Abstract: In February 2012, Mozilla announced its plans to translate the web browser Firefox into Quechua, a South American language. The initiative was linked to the runasimipi.org initiative which proclaimed in its manifesto: ‘The very act of using Quechua software is a political statement … Our dream is that any Andean child who goes to a cyber-café in the future will have the option to see everything in [their] native language. Together we can create a freer future’. Can digital technology – its historical English bias notwithstanding – become a tool for political empowerment of hitherto marginalized languages and their speakers/writers? The American linguist David Harrison called this the ‘flipside of globalization’: rather than assimilation to a dominant – mostly English-speaking global culture – we see a myriad of activities for which marginalized communities use digital media. This includes everyday linguistic practices (as discussed in Deumert and Lexander 2013), as well as various types of language activism which helps speakers/writers to gain visibility for their languages and ways of speaking in the global arena.

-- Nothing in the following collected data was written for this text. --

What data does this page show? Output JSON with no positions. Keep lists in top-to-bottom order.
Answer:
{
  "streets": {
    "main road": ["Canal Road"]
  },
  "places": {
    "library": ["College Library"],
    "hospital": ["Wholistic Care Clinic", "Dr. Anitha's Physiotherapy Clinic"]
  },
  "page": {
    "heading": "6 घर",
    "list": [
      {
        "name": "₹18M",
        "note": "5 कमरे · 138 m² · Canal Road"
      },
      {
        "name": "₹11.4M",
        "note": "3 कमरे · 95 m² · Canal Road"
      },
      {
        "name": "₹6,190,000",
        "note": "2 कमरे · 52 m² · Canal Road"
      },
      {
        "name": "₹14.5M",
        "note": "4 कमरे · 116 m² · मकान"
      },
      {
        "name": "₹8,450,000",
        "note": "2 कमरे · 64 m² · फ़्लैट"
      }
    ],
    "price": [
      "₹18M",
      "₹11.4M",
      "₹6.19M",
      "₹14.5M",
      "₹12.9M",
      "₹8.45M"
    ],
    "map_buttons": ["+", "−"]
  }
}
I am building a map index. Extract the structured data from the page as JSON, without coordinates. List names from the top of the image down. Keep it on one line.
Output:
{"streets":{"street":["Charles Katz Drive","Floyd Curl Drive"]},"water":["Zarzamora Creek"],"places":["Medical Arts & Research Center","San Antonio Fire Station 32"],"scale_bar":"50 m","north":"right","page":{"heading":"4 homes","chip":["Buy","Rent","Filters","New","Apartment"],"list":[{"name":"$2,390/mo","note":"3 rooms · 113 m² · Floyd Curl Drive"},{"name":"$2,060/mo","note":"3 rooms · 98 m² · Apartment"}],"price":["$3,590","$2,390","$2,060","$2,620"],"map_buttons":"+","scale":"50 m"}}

In this talk I argue that digital language activism can both reproduce and challenge existing political, social and linguistic hegemonies: on the one hand, persistent digital social inequalities mean that some people in the world have more opportunities for digital expression than others; on the other hand, digital media have created new opportunities for speakers/writers to make their voices heard. In my reflections on questions of digital equality, authority, visibility and voice, I draw on examples from across the world, and focus on three media platforms: texting, Twitter and Wikipedia
Organized by the Center for Spatial Research and the Institute for Comparative Literature and Society as part of the Conflict Urbanism: Language Justice lecture series. Thank you also to the Department of East Asian Languages and Cultures for the use of Kent Lounge.
This lecture series focuses on the role of language in structuring cities, bringing together speakers to address the ways that urban spaces and their digital traces are physically shaped by linguistic diversity, and to examine the results of languages coming into contact and conflict.